• _What the task requires_:
As soon as the line containing "position:absolute; translate:-50% -50%;" appears in the material below, start returning lines exactly, and end with the line containing "fill:#83b7d8; stroke:#6497b7; stroke-width:1.5".

• _Task input_:
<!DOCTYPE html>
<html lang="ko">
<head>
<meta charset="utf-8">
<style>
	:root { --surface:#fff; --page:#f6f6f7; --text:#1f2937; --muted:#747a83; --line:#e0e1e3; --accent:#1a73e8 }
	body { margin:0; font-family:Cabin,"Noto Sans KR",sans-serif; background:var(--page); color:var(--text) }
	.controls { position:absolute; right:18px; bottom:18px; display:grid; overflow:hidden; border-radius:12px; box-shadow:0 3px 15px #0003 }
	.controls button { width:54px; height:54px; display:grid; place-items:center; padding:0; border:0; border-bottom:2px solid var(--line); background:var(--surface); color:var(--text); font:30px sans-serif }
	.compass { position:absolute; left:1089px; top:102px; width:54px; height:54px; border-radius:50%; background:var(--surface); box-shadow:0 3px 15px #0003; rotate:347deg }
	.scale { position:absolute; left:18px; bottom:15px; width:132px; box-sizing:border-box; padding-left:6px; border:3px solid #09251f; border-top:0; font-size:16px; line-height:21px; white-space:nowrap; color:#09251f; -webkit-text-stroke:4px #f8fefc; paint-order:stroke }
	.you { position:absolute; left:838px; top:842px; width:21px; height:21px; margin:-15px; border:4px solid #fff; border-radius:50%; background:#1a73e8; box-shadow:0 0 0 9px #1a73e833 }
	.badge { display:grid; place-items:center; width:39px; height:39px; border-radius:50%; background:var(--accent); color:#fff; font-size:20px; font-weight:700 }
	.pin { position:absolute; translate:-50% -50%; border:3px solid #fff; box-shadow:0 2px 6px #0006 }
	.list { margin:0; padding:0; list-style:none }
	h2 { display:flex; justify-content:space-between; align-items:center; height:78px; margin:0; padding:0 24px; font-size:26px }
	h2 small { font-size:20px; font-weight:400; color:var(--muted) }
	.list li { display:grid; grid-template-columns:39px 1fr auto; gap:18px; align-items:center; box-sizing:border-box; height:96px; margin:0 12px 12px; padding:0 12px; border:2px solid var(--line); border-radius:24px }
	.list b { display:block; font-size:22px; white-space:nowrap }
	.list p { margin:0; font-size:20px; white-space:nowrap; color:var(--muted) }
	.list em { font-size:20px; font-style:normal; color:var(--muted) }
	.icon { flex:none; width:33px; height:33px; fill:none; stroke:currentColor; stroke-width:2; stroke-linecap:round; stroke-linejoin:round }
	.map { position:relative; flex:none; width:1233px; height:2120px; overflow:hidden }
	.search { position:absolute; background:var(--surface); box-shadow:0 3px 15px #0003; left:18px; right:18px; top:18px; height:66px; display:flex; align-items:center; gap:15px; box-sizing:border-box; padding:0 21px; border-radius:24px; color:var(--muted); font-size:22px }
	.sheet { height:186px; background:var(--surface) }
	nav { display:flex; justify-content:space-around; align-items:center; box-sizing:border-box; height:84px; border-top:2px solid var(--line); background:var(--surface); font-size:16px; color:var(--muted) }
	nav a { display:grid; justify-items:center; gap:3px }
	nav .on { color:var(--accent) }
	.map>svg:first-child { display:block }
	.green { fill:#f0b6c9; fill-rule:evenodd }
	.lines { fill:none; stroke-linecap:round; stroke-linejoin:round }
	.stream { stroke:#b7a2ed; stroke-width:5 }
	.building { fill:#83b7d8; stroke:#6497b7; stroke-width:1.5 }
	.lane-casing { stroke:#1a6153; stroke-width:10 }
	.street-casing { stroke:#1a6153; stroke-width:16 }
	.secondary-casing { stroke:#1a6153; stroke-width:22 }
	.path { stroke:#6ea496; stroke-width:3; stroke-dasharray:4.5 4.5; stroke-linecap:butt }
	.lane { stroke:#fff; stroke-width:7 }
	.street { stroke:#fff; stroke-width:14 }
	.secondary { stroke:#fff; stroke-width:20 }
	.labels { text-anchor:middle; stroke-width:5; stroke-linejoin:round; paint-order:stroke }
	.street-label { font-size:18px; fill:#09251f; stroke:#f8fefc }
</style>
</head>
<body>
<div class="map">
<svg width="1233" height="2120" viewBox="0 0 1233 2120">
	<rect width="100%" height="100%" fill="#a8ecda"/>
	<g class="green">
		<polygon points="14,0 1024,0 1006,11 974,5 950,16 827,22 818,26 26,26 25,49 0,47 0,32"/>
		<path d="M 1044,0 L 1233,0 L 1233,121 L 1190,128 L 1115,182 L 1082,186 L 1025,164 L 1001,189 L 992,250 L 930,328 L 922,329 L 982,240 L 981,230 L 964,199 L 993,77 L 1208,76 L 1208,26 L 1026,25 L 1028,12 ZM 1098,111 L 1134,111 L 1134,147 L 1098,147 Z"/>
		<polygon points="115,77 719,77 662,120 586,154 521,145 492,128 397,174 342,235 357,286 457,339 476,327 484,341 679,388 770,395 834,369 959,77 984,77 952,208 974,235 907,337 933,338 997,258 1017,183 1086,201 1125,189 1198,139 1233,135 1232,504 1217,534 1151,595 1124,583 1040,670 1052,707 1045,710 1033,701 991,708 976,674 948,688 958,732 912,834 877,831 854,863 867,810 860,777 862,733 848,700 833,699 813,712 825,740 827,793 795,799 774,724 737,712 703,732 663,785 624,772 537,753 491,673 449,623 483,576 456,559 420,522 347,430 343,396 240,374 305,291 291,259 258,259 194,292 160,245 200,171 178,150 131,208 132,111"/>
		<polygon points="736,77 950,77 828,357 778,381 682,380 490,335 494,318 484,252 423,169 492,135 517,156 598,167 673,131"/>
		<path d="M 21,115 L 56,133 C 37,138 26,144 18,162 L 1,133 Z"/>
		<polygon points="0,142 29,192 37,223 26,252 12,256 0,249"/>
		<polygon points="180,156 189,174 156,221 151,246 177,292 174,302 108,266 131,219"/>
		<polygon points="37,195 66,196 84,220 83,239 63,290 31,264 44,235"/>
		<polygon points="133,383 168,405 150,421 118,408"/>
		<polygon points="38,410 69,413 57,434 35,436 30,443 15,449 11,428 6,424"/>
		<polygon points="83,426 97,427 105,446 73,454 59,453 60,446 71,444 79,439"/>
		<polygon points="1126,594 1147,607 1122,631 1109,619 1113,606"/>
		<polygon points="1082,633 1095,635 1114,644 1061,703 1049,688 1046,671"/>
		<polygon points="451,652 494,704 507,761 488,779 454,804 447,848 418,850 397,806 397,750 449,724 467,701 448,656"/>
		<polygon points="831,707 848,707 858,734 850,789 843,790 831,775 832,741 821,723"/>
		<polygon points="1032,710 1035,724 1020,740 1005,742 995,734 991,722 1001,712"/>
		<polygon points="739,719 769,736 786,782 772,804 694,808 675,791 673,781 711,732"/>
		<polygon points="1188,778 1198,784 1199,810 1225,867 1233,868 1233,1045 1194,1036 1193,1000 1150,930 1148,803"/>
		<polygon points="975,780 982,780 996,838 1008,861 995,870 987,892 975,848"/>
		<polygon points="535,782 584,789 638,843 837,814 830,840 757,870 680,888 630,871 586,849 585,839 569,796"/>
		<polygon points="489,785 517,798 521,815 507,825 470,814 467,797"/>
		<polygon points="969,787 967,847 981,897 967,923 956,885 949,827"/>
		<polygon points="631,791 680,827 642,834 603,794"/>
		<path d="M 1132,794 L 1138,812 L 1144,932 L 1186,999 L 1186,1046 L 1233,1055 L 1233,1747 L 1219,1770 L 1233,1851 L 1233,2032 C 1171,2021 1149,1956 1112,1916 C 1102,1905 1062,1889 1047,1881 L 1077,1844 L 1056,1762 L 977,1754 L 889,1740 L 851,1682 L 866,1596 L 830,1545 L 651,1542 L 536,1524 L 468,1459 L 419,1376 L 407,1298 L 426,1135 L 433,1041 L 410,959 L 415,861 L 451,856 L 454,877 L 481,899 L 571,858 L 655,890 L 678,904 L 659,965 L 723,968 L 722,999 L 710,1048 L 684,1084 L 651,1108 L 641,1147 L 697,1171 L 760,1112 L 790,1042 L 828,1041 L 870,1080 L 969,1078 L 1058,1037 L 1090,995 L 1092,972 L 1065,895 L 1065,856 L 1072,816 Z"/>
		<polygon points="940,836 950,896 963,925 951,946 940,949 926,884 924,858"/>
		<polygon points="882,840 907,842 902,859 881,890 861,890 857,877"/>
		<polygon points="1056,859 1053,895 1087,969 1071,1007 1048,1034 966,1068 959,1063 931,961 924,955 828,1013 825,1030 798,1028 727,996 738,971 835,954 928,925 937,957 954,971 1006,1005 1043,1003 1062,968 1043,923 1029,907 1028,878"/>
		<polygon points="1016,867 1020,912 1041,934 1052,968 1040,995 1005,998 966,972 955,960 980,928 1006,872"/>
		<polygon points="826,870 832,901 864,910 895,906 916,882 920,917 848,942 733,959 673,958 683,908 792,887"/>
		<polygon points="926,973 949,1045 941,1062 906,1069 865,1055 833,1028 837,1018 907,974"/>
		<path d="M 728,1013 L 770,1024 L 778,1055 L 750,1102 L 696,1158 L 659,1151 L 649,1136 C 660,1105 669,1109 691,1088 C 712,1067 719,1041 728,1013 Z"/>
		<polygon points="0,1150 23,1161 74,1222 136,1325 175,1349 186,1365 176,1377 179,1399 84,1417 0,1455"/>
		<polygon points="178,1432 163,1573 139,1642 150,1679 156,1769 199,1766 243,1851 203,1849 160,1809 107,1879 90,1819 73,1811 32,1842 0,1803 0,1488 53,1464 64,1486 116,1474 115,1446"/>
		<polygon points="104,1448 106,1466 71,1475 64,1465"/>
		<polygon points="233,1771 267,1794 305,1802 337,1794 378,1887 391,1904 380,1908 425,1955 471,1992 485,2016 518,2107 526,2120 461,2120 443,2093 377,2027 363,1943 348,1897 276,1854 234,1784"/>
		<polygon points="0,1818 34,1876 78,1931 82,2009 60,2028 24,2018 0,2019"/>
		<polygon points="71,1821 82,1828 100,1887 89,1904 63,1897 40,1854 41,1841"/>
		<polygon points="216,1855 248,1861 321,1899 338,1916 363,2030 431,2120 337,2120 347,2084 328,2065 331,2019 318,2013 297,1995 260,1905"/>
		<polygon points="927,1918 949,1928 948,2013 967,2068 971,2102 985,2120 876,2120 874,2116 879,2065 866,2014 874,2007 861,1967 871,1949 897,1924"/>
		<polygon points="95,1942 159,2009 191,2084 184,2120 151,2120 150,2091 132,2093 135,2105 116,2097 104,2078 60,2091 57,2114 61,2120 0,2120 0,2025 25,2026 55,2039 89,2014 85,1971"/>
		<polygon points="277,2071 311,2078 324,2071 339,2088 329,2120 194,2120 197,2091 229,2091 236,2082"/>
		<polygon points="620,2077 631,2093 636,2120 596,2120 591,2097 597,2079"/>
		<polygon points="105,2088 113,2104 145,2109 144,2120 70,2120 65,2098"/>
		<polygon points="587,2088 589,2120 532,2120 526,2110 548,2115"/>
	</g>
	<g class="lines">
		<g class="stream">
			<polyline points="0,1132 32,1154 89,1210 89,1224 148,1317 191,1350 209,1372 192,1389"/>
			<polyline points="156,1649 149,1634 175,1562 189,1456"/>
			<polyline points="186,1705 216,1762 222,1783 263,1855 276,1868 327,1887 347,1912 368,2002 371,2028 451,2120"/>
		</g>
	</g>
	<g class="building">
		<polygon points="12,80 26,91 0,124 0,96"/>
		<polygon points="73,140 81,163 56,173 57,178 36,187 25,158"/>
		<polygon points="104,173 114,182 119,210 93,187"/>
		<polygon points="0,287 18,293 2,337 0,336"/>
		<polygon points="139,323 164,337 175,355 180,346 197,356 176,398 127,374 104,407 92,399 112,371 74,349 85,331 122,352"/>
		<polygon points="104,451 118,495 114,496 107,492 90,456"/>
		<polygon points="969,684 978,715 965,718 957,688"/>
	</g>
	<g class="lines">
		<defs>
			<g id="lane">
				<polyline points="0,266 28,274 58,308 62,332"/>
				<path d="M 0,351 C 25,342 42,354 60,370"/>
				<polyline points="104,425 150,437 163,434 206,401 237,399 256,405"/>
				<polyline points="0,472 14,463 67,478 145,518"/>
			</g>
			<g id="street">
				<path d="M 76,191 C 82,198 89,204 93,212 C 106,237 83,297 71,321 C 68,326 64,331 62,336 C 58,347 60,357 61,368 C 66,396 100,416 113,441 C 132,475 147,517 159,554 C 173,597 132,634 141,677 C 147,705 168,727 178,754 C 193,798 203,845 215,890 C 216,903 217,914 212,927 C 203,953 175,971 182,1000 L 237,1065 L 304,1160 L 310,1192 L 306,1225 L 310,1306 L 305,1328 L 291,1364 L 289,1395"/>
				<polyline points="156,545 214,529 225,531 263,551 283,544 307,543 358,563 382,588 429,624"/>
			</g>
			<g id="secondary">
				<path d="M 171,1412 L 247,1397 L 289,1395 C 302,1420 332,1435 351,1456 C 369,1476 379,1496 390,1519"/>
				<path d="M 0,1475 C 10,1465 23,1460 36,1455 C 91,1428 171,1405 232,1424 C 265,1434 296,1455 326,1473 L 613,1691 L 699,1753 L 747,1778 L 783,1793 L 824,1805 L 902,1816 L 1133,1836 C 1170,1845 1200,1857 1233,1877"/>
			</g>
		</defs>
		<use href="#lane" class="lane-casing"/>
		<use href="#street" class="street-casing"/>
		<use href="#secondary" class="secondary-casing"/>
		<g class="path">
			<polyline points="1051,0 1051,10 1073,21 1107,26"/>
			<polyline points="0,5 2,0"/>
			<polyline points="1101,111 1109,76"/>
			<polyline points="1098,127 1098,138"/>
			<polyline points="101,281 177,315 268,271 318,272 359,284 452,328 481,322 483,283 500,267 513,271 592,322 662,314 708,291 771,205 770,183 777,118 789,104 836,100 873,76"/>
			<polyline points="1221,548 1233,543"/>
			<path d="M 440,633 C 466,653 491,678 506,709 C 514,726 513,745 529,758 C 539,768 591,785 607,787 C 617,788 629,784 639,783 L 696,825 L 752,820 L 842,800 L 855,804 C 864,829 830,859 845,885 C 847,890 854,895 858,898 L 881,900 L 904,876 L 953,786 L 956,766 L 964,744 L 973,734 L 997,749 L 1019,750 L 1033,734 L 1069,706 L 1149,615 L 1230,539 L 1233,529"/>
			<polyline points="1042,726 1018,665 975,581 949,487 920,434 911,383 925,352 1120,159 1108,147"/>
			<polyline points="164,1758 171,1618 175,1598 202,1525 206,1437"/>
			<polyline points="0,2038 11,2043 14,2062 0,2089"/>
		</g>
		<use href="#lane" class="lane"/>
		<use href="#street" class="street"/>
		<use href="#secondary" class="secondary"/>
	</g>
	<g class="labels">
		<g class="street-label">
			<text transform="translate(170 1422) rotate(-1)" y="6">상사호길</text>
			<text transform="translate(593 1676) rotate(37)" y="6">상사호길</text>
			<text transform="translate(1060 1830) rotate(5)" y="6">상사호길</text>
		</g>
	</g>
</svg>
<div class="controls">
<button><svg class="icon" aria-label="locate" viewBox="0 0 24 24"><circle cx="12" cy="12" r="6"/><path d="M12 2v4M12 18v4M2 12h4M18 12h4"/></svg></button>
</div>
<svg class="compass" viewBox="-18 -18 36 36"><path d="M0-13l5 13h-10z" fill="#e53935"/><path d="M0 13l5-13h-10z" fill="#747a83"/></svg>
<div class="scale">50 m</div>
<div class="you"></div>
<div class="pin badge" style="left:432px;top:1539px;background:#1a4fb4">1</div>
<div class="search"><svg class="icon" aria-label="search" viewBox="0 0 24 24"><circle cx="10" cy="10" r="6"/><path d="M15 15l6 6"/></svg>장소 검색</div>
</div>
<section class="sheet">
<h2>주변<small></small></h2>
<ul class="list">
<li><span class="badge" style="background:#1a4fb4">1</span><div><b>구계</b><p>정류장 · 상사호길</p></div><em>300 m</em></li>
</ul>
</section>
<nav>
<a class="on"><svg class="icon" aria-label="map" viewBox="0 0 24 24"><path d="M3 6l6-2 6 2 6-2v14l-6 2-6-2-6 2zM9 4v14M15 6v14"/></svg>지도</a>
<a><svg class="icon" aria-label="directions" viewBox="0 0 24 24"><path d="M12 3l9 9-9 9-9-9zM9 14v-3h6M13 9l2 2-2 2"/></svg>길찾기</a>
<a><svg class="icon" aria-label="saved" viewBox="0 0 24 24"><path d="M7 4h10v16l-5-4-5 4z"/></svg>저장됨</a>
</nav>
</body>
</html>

• _Answer to the problem_:
	.pin { position:absolute; translate:-50% -50%; border:3px solid #fff; box-shadow:0 2px 6px #0006 }
	.list { margin:0; padding:0; list-style:none }
	h2 { display:flex; justify-content:space-between; align-items:center; height:78px; margin:0; padding:0 24px; font-size:26px }
	h2 small { font-size:20px; font-weight:400; color:var(--muted) }
	.list li { display:grid; grid-template-columns:39px 1fr auto; gap:18px; align-items:center; box-sizing:border-box; height:96px; margin:0 12px 12px; padding:0 12px; border:2px solid var(--line); border-radius:24px }
	.list b { display:block; font-size:22px; white-space:nowrap }
	.list p { margin:0; font-size:20px; white-space:nowrap; color:var(--muted) }
	.list em { font-size:20px; font-style:normal; color:var(--muted) }
	.icon { flex:none; width:33px; height:33px; fill:none; stroke:currentColor; stroke-width:2; stroke-linecap:round; stroke-linejoin:round }
	.map { position:relative; flex:none; width:1233px; height:2120px; overflow:hidden }
	.search { position:absolute; background:var(--surface); box-shadow:0 3px 15px #0003; left:18px; right:18px; top:18px; height:66px; display:flex; align-items:center; gap:15px; box-sizing:border-box; padding:0 21px; border-radius:24px; color:var(--muted); font-size:22px }
	.sheet { height:186px; background:var(--surface) }
	nav { display:flex; justify-content:space-around; align-items:center; box-sizing:border-box; height:84px; border-top:2px solid var(--line); background:var(--surface); font-size:16px; color:var(--muted) }
	nav a { display:grid; justify-items:center; gap:3px }
	nav .on { color:var(--accent) }
	.map>svg:first-child { display:block }
	.green { fill:#f0b6c9; fill-rule:evenodd }
	.lines { fill:none; stroke-linecap:round; stroke-linejoin:round }
	.stream { stroke:#b7a2ed; stroke-width:5 }
	.building { fill:#83b7d8; stroke:#6497b7; stroke-width:1.5 }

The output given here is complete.